People visit the Huawei stand during day one of the 2019 Consumer Electronics Show Asia at Shanghai New International Expo Centre on June 11 2019 in Shanghai, China. Picture: VCG VIA GETTY IMAGES/CHINA NEWS SERVICE/ZHANG HENGWEI

Mexico City — An executive of China’s Huawei, which has been banned from working with US tech firms, said on Thursday that the telecoms giant is in the process of potentially launching its “Hongmeng” operating system (OS) to replace the US Android OS.

Andrew Williamson, vice-president of Huawei Technologies’ public affairs and communications, said in an interview that the company will “presumably” trademark Hongmeng.

President Donald Trump’s administration in May put Huawei on a blacklist that barred it from doing business with US tech companies such as Alphabet, whose Android OS is used in Huawei’s phones.

“Huawei is in the process of potentially launching a replacement,” Williamson said in Mexico City. “It’s not something Huawei wants.
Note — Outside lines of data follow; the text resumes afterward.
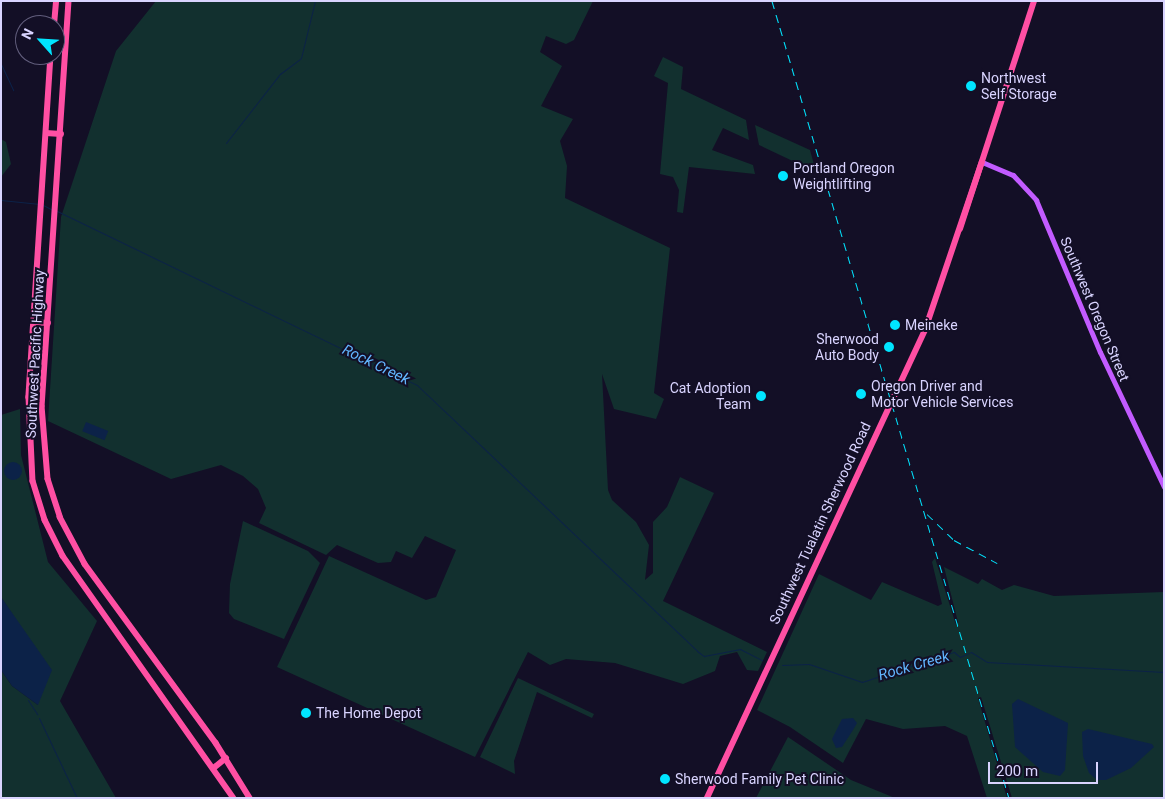 <!DOCTYPE html>
<html>
<head>
<meta charset="utf-8">
<style>
  body { margin:0 }
  #map { position:relative; width:1165px; height:799px; overflow:hidden; background:#130f26; font-family:Roboto,sans-serif }
  div>[style] { position:absolute }
  .green>* { inset:0; background:#12302f }
  .water>* { inset:0; background:#0c2248; transform-origin:0 0 }
  .round { border-radius:50% }
  .stream>* { height:1px; margin:-0.5px; padding:0 0.5px; transform-origin:0.5px; border-radius:0.5px; background:#0c2248 }
  .major>* { height:5px; margin:-2.5px; padding:0 2.5px; transform-origin:2.5px; border-radius:2.5px; background:#c25bff }
  .highway>* { height:5.5px; margin:-2.75px; padding:0 2.75px; transform-origin:2.75px; border-radius:2.75px; background:#ff4fa3 }
  .rail>* { height:1px; margin-top:-0.5px; transform-origin:0; background:repeating-linear-gradient(90deg,#00e5ff 0 8px,transparent 0 14px) }
  .dots>* { width:14px; height:14px; translate:-50% -50%; box-sizing:border-box; border:2px solid #130f26; border-radius:50% }
  span { translate:-50% -50%; white-space:nowrap; text-align:center; line-height:1.15; -webkit-text-stroke:4px #130f26; paint-order:stroke }
  .poi-label { font-size:14px; color:#d9d4ff }
  .left { translate:0 -50%; text-align:left }
  .right { translate:-100% -50%; text-align:right }
  .street-label { font-size:14px; color:#d9d4ff }
  .water-label { font-size:15px; color:#62b6ff; font-style:italic }
  .frame { position:absolute; inset:0; border:2px solid #d9d4ff; pointer-events:none }
  .north { position:absolute; left:15px; top:15px; width:50px; height:50px; box-sizing:border-box; background:#130f26; border:1px solid #625e7d; border-radius:50%; rotate:296deg; font-size:14px; font-weight:700; line-height:20px; text-align:center; color:#d9d4ff }
  .north::after { content:''; display:block; margin:auto; width:18px; height:22px; background:#00e5ff; clip-path:polygon(50% 0,100% 100%,50% 72%,0 100%) }
  .scale { position:absolute; left:988px; top:762px; width:110px; height:22px; box-sizing:border-box; border:2px solid #d9d4ff; border-top:0; padding-left:6px; font-size:15px; line-height:18px; white-space:nowrap; color:#d9d4ff; -webkit-text-stroke:4px #130f26; paint-order:stroke }
</style>
</head>
<body>
<div id="map">
  <div class="green">
    <i style="clip-path:polygon(156px 1px,593px 1px,574px 40px,566px 44px,546px 36px,540px 52px,562px 66px,541px 106px,573px 119px,560px 141px,567px 166px,565px 198px,670px 248px,654px 393px,664px 399px,656px 419px,614px 409px,602px 374px,608px 490px,612px 500px,636px 522px,649px 545px,645px 580px,653px 573px,653px 522px,667px 507px,680px 477px,714px 493px,663px 601px,767px 652px,758px 671px,747px 670px,737px 652px,720px 656px,715px 671px,683px 684px,615px 663px,566px 659px,550px 665px,528px 652px,475px 757px,277px 667px,329px 556px,426px 600px,436px 597px,456px 550px,425px 536px,412px 558px,396px 551px,391px 562px,378px 563px,337px 545px,326px 555px,259px 523px,266px 508px,258px 489px,243px 476px,221px 465px,171px 479px,48px 421px,61px 217px,116px 51px)"></i>
    <i style="clip-path:polygon(663px 57px,683px 67px,681px 89px,746px 120px,749px 140px,723px 128px,712px 150px,753px 165px,755px 174px,689px 167px,683px 213px,677px 212px,679px 190px,673px 177px,660px 174px,668px 83px,654px 76px)"></i>
    <i style="clip-path:polygon(755px 125px,810px 150px,816px 172px,759px 145px)"></i>
    <i style="clip-path:polygon(1px 139px,6px 142px,11px 164px,1px 177px)"></i>
    <i style="clip-path:polygon(20px 409px,21px 455px,48px 562px,97px 621px,60px 701px,116px 798px,1px 798px,1px 670px,12px 686px,38px 705px,28px 638px,1px 597px,1px 415px)"></i>
    <i style="clip-path:polygon(243px 521px,308px 551px,320px 563px,284px 639px,234px 619px,229px 613px,230px 584px)"></i>
    <i style="clip-path:polygon(935px 558px,956px 625px,958px 622px,944px 567px,978px 584px,982px 579px,1002px 590px,1014px 585px,1054px 596px,1164px 592px,1164px 798px,1012px 798px,981px 697px,978px 698px,1007px 798px,987px 798px,967px 736px,945px 726px,903px 729px,866px 719px,843px 763px,790px 727px,757px 710px,819px 574px,871px 600px,882px 582px,938px 606px,942px 604px,932px 562px)"></i>
    <i style="clip-path:polygon(518px 678px,594px 714px,592px 718px,537px 692px,514px 761px,515px 774px,480px 757px)"></i>
    <i style="clip-path:polygon(788px 737px,851px 780px,895px 798px,756px 798px)"></i>
  </div>
  <div class="water">
    <i style="left:86px;top:422px;width:24px;height:10px;rotate:22deg"></i>
    <i class="round" style="left:4px;top:462px;width:18px;height:18px"></i>
    <i style="clip-path:polygon(1px 597px,52px 670px,38px 705px,12px 686px,1px 670px)"></i>
    <i style="clip-path:polygon(1018px 699px,1068px 723px,1065px 770px,1060px 776px,1043px 772px,1015px 747px,1012px 704px)"></i>
    <i style="clip-path:polygon(853px 718px,857px 723px,853px 730px,842px 747px,836px 748px,832px 739px,842px 719px)"></i>
    <i style="clip-path:polygon(1088px 729px,1152px 744px,1154px 747px,1131px 768px,1106px 780px,1097px 780px,1089px 773px,1083px 756px,1082px 732px)"></i>
  </div>
  <div class="stream">
    <i style="left:1px;top:64px;width:29px;rotate:65deg"></i>
    <i style="left:226px;top:143px;width:88px;rotate:-52deg"></i>
    <i style="left:280px;top:74px;width:26px;rotate:-37deg"></i>
    <i style="left:301px;top:58px;width:59px;rotate:-76.2deg"></i>
    <i style="left:1px;top:200px;width:39px;rotate:6deg"></i>
    <i style="left:43px;top:205px;width:11px;rotate:27deg"></i>
    <i style="left:57px;top:211px;width:400px;rotate:25.8deg"></i>
    <i style="left:417px;top:385px;width:386px;rotate:43.5deg"></i>
    <i style="left:697px;top:651px;width:9px;rotate:36deg"></i>
    <i style="left:704px;top:656px;width:37px;rotate:-11deg"></i>
    <i style="left:740px;top:649px;width:25px;rotate:27deg"></i>
    <i style="left:782px;top:665px;width:27px;rotate:-2deg"></i>
    <i style="left:809px;top:664px;width:56px;rotate:18.8deg"></i>
    <i style="left:862px;top:682px;width:97px;rotate:-18.1deg"></i>
    <i style="left:954px;top:652px;width:8px;rotate:40deg"></i>
    <i style="left:960px;top:657px;width:12px;rotate:-24deg"></i>
    <i style="left:971px;top:652px;width:19px;rotate:32deg"></i>
    <i style="left:987px;top:662px;width:177px;rotate:3.2deg"></i>
    <i style="left:28px;top:700px;width:17px;rotate:57deg"></i>
    <i style="left:39px;top:718px;width:89px;rotate:64.6deg"></i>
  </div>
  <div class="major">
    <i style="left:982px;top:162px;width:34px;rotate:23deg"></i>
    <i style="left:1013px;top:175px;width:34px;rotate:47deg"></i>
    <i style="left:1036px;top:200px;width:165px;rotate:67.2deg"></i>
    <i style="left:1100px;top:352px;width:149px;rotate:64.6deg"></i>
  </div>
  <div class="highway">
    <i style="left:69px;top:1px;width:406px;rotate:93.8deg"></i>
    <i style="left:42px;top:406px;width:73px;rotate:85.3deg"></i>
    <i style="left:48px;top:479px;width:40px;rotate:72deg"></i>
    <i style="left:60px;top:517px;width:53px;rotate:62deg"></i>
    <i style="left:85px;top:564px;width:222px;rotate:53.8deg"></i>
    <i style="left:216px;top:743px;width:65px;rotate:58.3deg"></i>
    <i style="left:54px;top:25px;width:24px;rotate:-85deg"></i>
    <i style="left:51px;top:55px;width:343px;rotate:93.7deg"></i>
    <i style="left:29px;top:397px;width:84px;rotate:87.3deg"></i>
    <i style="left:33px;top:481px;width:41px;rotate:72.9deg"></i>
    <i style="left:45px;top:520px;width:40px;rotate:63.4deg"></i>
    <i style="left:63px;top:556px;width:296px;rotate:54.8deg"></i>
    <i style="left:46px;top:133px;width:15px;rotate:4deg"></i>
    <i style="left:960px;top:229px;width:240px;rotate:-72deg"></i>
    <i style="left:34px;top:322px;width:14px;rotate:4deg"></i>
    <i style="left:215px;top:767px;width:14px;rotate:-39deg"></i>
    <i style="left:707px;top:798px;width:516px;rotate:-65.02deg"></i>
    <i style="left:925px;top:330px;width:177px;rotate:-71.3deg"></i>
  </div>
  <div class="rail">
    <i style="left:772px;top:1px;width:831px;rotate:73.44deg"></i>
    <i style="left:927px;top:514px;width:37px;rotate:44deg"></i>
    <i style="left:954px;top:540px;width:49px;rotate:28.1deg"></i>
  </div>
  <div class="dots">
    <i style="left:971px;top:86px;background:#00e5ff"></i>
    <i style="left:783px;top:176px;background:#00e5ff"></i>
    <i style="left:895px;top:325px;background:#00e5ff"></i>
    <i style="left:889px;top:347px;background:#00e5ff"></i>
    <i style="left:861px;top:394px;background:#00e5ff"></i>
    <i style="left:761px;top:396px;background:#00e5ff"></i>
    <i style="left:306px;top:713px;background:#00e5ff"></i>
    <i style="left:665px;top:779px;background:#00e5ff"></i>
  </div>
  <div class="poi-label">
    <span class="left" style="left:981px;top:86px">Northwest<br>Self Storage</span>
    <span class="left" style="left:793px;top:176px">Portland Oregon<br>Weightlifting</span>
    <span class="left" style="left:905px;top:325px">Meineke</span>
    <span class="right" style="left:879px;top:347px">Sherwood<br>Auto Body</span>
    <span class="left" style="left:871px;top:394px">Oregon Driver and<br>Motor Vehicle Services</span>
    <span class="right" style="left:751px;top:396px">Cat Adoption<br>Team</span>
    <span class="left" style="left:316px;top:713px">The Home Depot</span>
    <span class="left" style="left:675px;top:779px">Sherwood Family Pet Clinic</span>
  </div>
  <div class="street-label">
    <span style="left:1095px;top:309px;rotate:67deg">Southwest Oregon Street</span>
    <span style="left:35px;top:354px;rotate:-87deg">Southwest Pacific Highway</span>
    <span style="left:820px;top:523px;rotate:-65deg">Southwest Tualatin Sherwood Road</span>
  </div>
  <div class="water-label">
    <span style="left:376px;top:365px;rotate:26deg">Rock Creek</span>
    <span style="left:914px;top:666px;rotate:-16deg">Rock Creek</span>
  </div>
  <div class="frame"></div>
  <div class="north">N</div>
  <div class="scale">200 m</div>
</div>
</body>
</html>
We’re very happy of being part of the Android family, but Hongmeng is being tested, mostly in China.”

“Presumably we’ll be trying to put trademarks,” he added.

Williamson said he expected 2019 revenue growth would be almost flat at about 20%, compared with 2018’s expansion of 19.5%. Huawei said in March its three main business groups were likely to post double-digit growth in 2019.

Williamson said that if trade tensions escalate into a full-blown trade war, Hongmeng would be ready to go “in months”.

Data from the UN World Intellectual Property Organization shows that Huawei, the world’s biggest maker of telecoms network gear, has already applied to trademark Hongmeng in a number of countries.

Williamson said chipmakers knew that cutting off Huawei could have catastrophic consequences for their business.

“We’re not specifically asking anyone to lobby for us. They’re doing it by their own desire because, for many of them, Huawei is one of their major customers,” he said.

Huawei has come under mounting scrutiny for over a year, led by US allegations that “back doors” in its routers, switches and other gear could allow China to spy on US communications.

The company has denied its products pose a security threat.